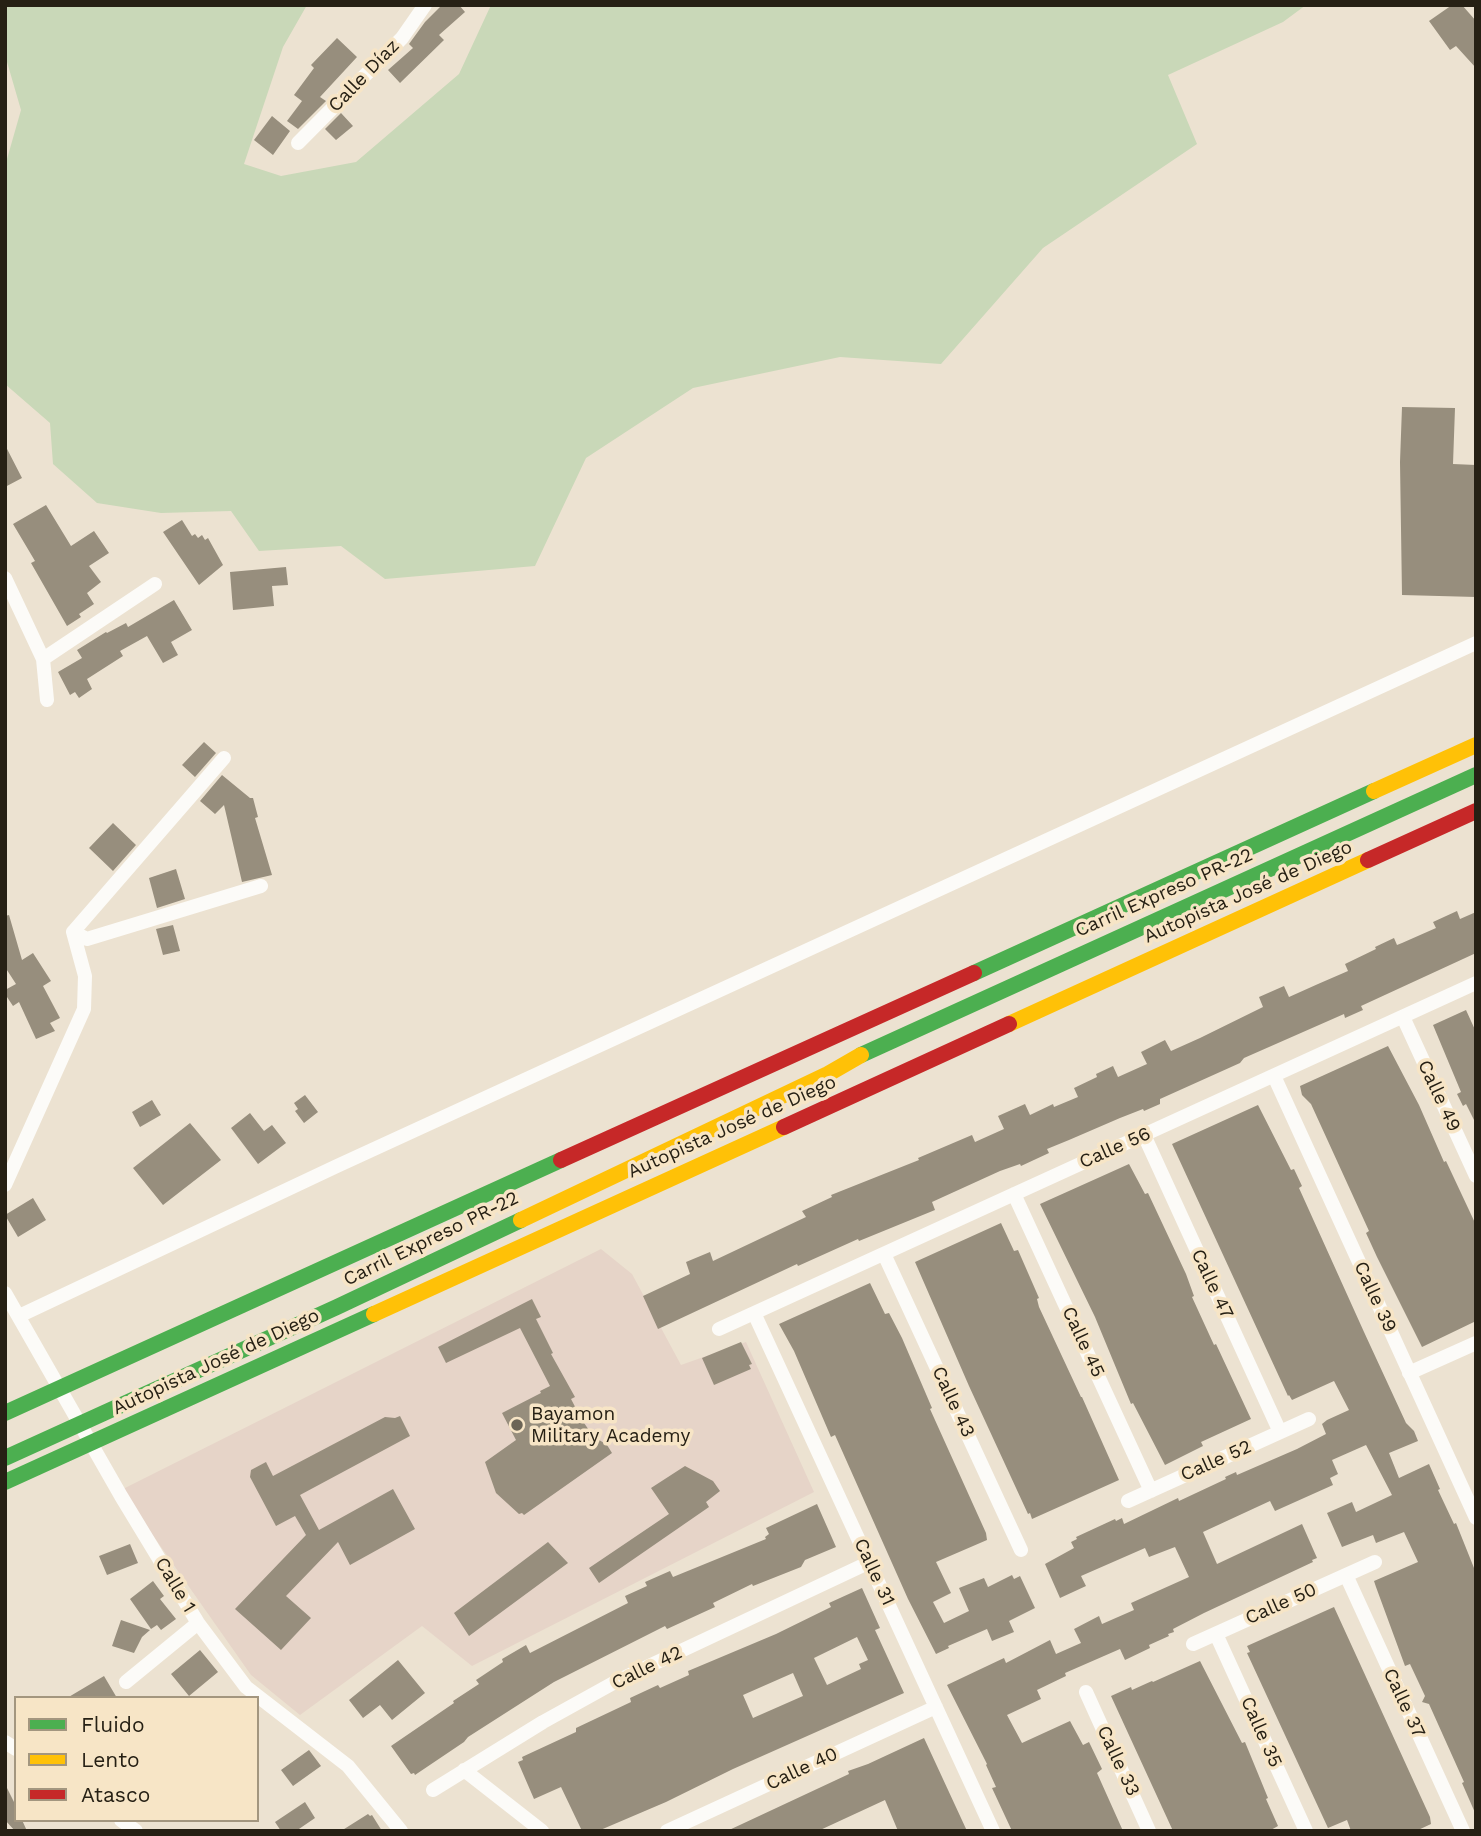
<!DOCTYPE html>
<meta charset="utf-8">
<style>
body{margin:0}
#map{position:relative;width:1481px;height:1836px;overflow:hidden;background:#ece2d1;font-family:"Work Sans",sans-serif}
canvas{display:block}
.frame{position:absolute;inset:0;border:7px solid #262014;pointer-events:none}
.legend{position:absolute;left:14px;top:1696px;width:245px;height:126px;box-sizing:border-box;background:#f7e5c6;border:2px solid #a3967f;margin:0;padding:9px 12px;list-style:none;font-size:21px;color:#262014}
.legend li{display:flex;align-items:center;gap:14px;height:35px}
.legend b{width:35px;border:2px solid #a3967f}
</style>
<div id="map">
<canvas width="1481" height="1836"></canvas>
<div class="frame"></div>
<ul class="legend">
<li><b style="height:9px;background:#4caf50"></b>Fluido</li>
<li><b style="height:9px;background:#ffc107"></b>Lento</li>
<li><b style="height:9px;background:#c62828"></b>Atasco</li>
</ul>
</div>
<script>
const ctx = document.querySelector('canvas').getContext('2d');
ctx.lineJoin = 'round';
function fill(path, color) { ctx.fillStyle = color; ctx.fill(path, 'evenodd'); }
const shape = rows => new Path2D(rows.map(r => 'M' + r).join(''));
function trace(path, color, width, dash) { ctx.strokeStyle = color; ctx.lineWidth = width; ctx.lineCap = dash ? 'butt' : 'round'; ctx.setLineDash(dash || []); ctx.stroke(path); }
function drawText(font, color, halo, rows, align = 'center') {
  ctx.font = font + ' "Work Sans",sans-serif'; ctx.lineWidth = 7; ctx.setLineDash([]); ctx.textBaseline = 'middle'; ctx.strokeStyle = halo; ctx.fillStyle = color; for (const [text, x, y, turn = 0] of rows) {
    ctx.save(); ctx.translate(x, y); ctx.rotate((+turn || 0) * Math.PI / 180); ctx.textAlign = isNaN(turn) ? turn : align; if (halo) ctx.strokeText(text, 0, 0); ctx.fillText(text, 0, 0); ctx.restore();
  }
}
fill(shape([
 [601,1249,632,1274,681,1365,746,1342,814,1492,472,1666,422,1626,300,1715,251,1675,121,1490]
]), '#e6d4c8');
fill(shape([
 [5,5,307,5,283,47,244,164,281,176,356,162,459,74,491,5,1306,5,1283,22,1168,75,1197,144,1043,248,941,364,840,357,693,388,586,458,535,566,385,579,341,546,259,551,231,511,161,513,97,503,53,464,50,423,5,384,5,166,21,110,5,55]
]), '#c9d8b8');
fill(shape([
 [442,5,459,5,465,12,439,35,444,40,400,83,388,70,413,48,409,44,425,22],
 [1452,5,1462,5,1476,21,1476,68,1456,46,1450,50,1429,21],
 [337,38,357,57,320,97,326,101,298,129,287,121,302,101,294,95,314,68,311,65],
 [341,113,353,126,336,140,325,129],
 [272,116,290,131,273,155,254,140],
 [1402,407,1455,408,1453,464,1476,465,1476,597,1402,595,1400,462],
 [5,445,22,478,5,487],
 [46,505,71,546,94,531,109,553,89,566,101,582,87,593,94,604,79,614,81,617,67,626,31,563,35,561,13,524],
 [182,520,192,536,195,534,198,538,202,535,205,540,208,538,223,565,199,585,163,532],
 [286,567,288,585,272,586,274,606,233,610,230,572],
 [174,600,192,630,171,642,178,655,163,663,147,636,120,651,123,656,87,679,92,689,79,698,75,692,70,695,58,672,82,658,77,650,106,632,107,633,126,623,128,627],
 [204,742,216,753,195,777,182,765],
 [222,775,250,798,253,798,258,817,255,818,272,875,242,882,224,805,215,814,200,801],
 [113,823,136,845,113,871,89,848],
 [176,869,185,899,157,908,149,878],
 [1457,911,1460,919,1476,912,1476,953,1361,1006,1363,1010,1345,1018,1344,1014,1244,1058,1240,1063,1160,1099,1160,1104,1144,1111,1143,1109,1120,1118,1069,1140,1047,1149,1049,1153,1021,1166,1020,1164,1000,1171,932,1202,935,1210,859,1241,858,1239,798,1266,797,1264,658,1329,643,1296,690,1274,686,1262,710,1252,713,1261,806,1217,802,1211,832,1197,831,1195,919,1160,918,1158,972,1135,975,1142,1004,1129,998,1116,1025,1104,1030,1115,1053,1104,1054,1107,1078,1097,1074,1088,1097,1077,1096,1074,1113,1066,1118,1077,1147,1064,1141,1052,1165,1040,1171,1051,1200,1038,1263,1007,1259,997,1284,986,1289,997,1318,984,1348,971,1345,964,1376,949,1375,947,1394,938,1397,945,1402,943,1436,928,1433,922],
 [9,915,22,960,33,953,51,981,43,986,60,1018,50,1023,55,1031,36,1039,19,1002,13,1006,5,994,5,990,16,984,5,967,5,916],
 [173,925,180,951,163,955,156,929],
 [1466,1010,1476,1032,1476,1124,1466,1104,1463,1106,1457,1094,1461,1092,1433,1025],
 [1388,1046,1419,1105,1444,1162,1446,1161,1476,1225,1476,1321,1422,1347,1377,1257,1366,1233,1369,1231,1311,1104,1302,1095,1300,1086],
 [305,1095,318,1112,304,1123,295,1111,298,1109,294,1103],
 [152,1100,161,1115,140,1127,132,1112],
 [1258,1105,1291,1170,1294,1169,1302,1186,1299,1188,1364,1332,1406,1423,1414,1431,1418,1441,1389,1453,1399,1478,1429,1464,1440,1489,1438,1490,1454,1524,1456,1523,1476,1573,1476,1815,1462,1783,1464,1782,1429,1704,1422,1702,1425,1696,1410,1664,1405,1666,1376,1587,1374,1581,1418,1562,1404,1532,1376,1543,1373,1535,1342,1547,1327,1513,1352,1502,1356,1512,1392,1495,1366,1445,1332,1460,1338,1474,1330,1478,1333,1485,1275,1511,1270,1501,1203,1532,1217,1564,1302,1524,1317,1558,1312,1560,1313,1562,1204,1613,1173,1629,1174,1632,1168,1634,1169,1636,1149,1645,1150,1648,1125,1660,1120,1649,1065,1673,1066,1676,1037,1690,1041,1699,1007,1715,1022,1743,1070,1721,1083,1745,1089,1742,1102,1769,1097,1773,1123,1831,1012,1831,992,1788,996,1787,986,1765,987,1764,947,1685,1004,1658,1006,1663,1050,1640,1056,1654,1081,1643,1074,1629,1099,1616,1102,1624,1134,1610,1131,1603,1189,1577,1175,1547,1149,1557,1145,1548,1081,1576,1086,1586,1060,1598,1045,1564,1074,1548,1071,1542,1077,1539,1076,1537,1115,1519,1116,1521,1122,1518,1124,1524,1178,1498,1179,1501,1226,1479,1225,1477,1236,1472,1237,1475,1297,1449,1326,1434,1322,1424,1327,1420,1349,1410,1334,1381,1292,1400,1289,1395,1288,1396,1172,1144],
 [250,1113,264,1131,272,1125,286,1143,258,1164,231,1128],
 [190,1123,221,1160,163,1205,133,1168],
 [1129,1164,1145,1194,1148,1193,1186,1274,1194,1296,1192,1297,1214,1345,1216,1344,1251,1419,1201,1442,1203,1446,1165,1465,1133,1403,1131,1404,1095,1317,1040,1204],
 [33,1198,46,1220,18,1237,5,1215],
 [1001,1223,1014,1251,1018,1250,1039,1298,1037,1299,1039,1307,1081,1397,1082,1397,1119,1480,1032,1519,1030,1513,1028,1514,969,1386,915,1262],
 [870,1283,885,1314,889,1313,902,1338,932,1408,930,1409,986,1533,987,1540,936,1562,951,1593,933,1602,944,1623,969,1611,959,1588,984,1578,988,1587,1012,1575,1014,1579,1020,1576,1035,1608,1009,1621,1014,1632,992,1641,987,1629,948,1646,949,1648,936,1654,908,1599,835,1435,831,1437,794,1351,779,1324],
 [532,1299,541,1317,536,1319,553,1353,551,1354,575,1397,571,1399,582,1420,593,1436,607,1445,612,1453,524,1515,522,1513,519,1514,496,1493,485,1462,516,1440,502,1413,541,1393,540,1391,550,1386,520,1328,446,1363,438,1347],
 [741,1342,752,1364,749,1365,751,1369,714,1385,702,1358],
 [400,1416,410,1436,300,1495,319,1530,393,1489,415,1529,350,1565,338,1542,286,1596,311,1618,281,1650,235,1609,306,1535,295,1516,276,1526,250,1477,251,1470,266,1462,273,1476,385,1417,395,1418],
 [685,1466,713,1481,720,1491,706,1502,709,1507,599,1583,589,1568,669,1514,651,1488],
 [817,1504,836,1547,805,1560,801,1567,753,1586,752,1584,713,1603,715,1607,667,1629,665,1626,554,1682,468,1737,464,1742,415,1775,414,1773,411,1774,391,1746,454,1703,453,1701,479,1684,476,1680,503,1662,502,1659,526,1645,530,1653,628,1603,625,1596,647,1586,645,1582,670,1571,673,1577,766,1539,765,1537,769,1534,766,1528],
 [548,1542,568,1563,469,1636,454,1613],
 [130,1544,138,1563,107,1575,99,1556],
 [153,1581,164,1596,160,1599,176,1619,161,1630,157,1625,151,1629,130,1599],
 [862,1588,880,1628,875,1630,904,1693,733,1769,666,1802,598,1831,582,1831,561,1787,534,1799,518,1762,523,1760,522,1757,576,1732,576,1728,631,1702,630,1698,658,1685,660,1688,689,1675,688,1671,776,1634,831,1607,829,1603],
 [857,1637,868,1660,859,1664,861,1669,827,1685,814,1658],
 [793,1673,803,1696,753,1718,743,1695],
 [1334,1607,1430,1817,1431,1824,1416,1831,1351,1831,1347,1820,1328,1828,1247,1653,1250,1652,1247,1646],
 [121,1620,150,1630,142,1637,134,1653,112,1646],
 [200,1650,218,1672,189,1696,171,1674],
 [398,1660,425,1693,392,1720,380,1705,363,1718,349,1700],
 [1200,1661,1242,1743,1245,1742,1268,1798,1266,1799,1278,1826,1269,1831,1173,1831,1111,1696,1131,1687,1132,1690,1152,1681,1153,1682],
 [104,1676,117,1698,67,1698],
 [924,1738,967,1831,898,1831,885,1800,818,1831,727,1831,849,1774,848,1771,868,1764],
 [309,1750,321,1766,293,1786,281,1770],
 [5,1784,16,1806,16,1820,22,1820,27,1831,15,1831,5,1820],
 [305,1802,315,1818,296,1831,281,1831,275,1822],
 [368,1814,370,1816,372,1815,382,1831,341,1831]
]), '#978e7d');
trace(shape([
 [298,143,402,38,425,5],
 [5,578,43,659,47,700],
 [43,659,155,584],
 [73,932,224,758],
 [73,932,87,939,261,886],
 [1403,1017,1476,1176],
 [1274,1076,1476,1518],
 [1144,1135,1280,1432],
 [5,1185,84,1009,85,976,73,932],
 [1014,1194,1151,1491],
 [884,1254,1021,1550],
 [5,1293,121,1496,198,1623,246,1687,348,1766,401,1831],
 [754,1313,993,1831],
 [19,1316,337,1166,1476,643],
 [719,1329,1476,983],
 [1409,1373,1476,1343],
 [1128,1501,1309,1419],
 [1346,1575,1463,1831],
 [1216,1634,1306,1831],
 [1193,1644,1375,1562],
 [126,1682,198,1623],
 [1086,1692,1149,1831],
 [5,1742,16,1749],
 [464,1770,542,1831],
 [433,1790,543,1722,617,1681,870,1562],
 [121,1820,136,1831],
 [667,1831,936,1707]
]), '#fcfbf8', 14);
trace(shape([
 [974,973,1374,791],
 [861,1055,1476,775],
 [5,1413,561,1160],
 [5,1458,337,1307,521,1220],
 [5,1482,374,1314]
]), '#4caf50', 16);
trace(shape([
 [1374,791,1476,745],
 [1009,1024,1368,860],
 [521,1220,828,1074,861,1055],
 [374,1314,784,1127]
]), '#ffc107', 16);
trace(shape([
 [1368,860,1476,811],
 [784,1127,1009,1024],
 [561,1160,974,973]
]), '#c62828', 16);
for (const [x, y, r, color] of [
 [517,1425,7,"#6b6456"]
]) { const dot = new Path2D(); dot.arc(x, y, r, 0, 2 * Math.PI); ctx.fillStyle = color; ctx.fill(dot); trace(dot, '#f7e5c6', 2.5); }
drawText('19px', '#262014', '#f7e5c6', [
 ["Calle Díaz",364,76,-46],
 ["Autopista José de Diego",1248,892,-24],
 ["Carril Expreso PR-22",1164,893,-24],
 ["Calle 49",1439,1096,65],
 ["Autopista José de Diego",732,1127,-24],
 ["Calle 56",1115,1148,-24],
 ["Carril Expreso PR-22",431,1239,-26],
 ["Calle 47",1212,1284,65],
 ["Calle 39",1375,1297,65],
 ["Calle 45",1083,1342,65],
 ["Autopista José de Diego",216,1362,-25],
 ["Calle 43",953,1402,65],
 ["Calle 52",1216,1461,-24],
 ["Calle 31",874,1572,65],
 ["Calle 1",175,1585,59],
 ["Calle 50",1281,1604,-24],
 ["Calle 42",647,1668,-26],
 ["Calle 37",1404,1703,65],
 ["Calle 35",1261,1732,66],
 ["Calle 33",1118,1761,65],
 ["Calle 40",802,1769,-25]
]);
drawText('19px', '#262014', '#f7e5c6', [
 ["Bayamon",531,1414],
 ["Military Academy",531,1436]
], 'left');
</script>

▶ _About this exercise_
What is needed is an exact copy of the lines above, from the one containing "function fill(path, color)" through the one containing "function drawText(font, color, halo, rows, align", with nothing added.

▶ _Solution to the problem_
function fill(path, color) { ctx.fillStyle = color; ctx.fill(path, 'evenodd'); }
const shape = rows => new Path2D(rows.map(r => 'M' + r).join(''));
function trace(path, color, width, dash) { ctx.strokeStyle = color; ctx.lineWidth = width; ctx.lineCap = dash ? 'butt' : 'round'; ctx.setLineDash(dash || []); ctx.stroke(path); }
function drawText(font, color, halo, rows, align = 'center') {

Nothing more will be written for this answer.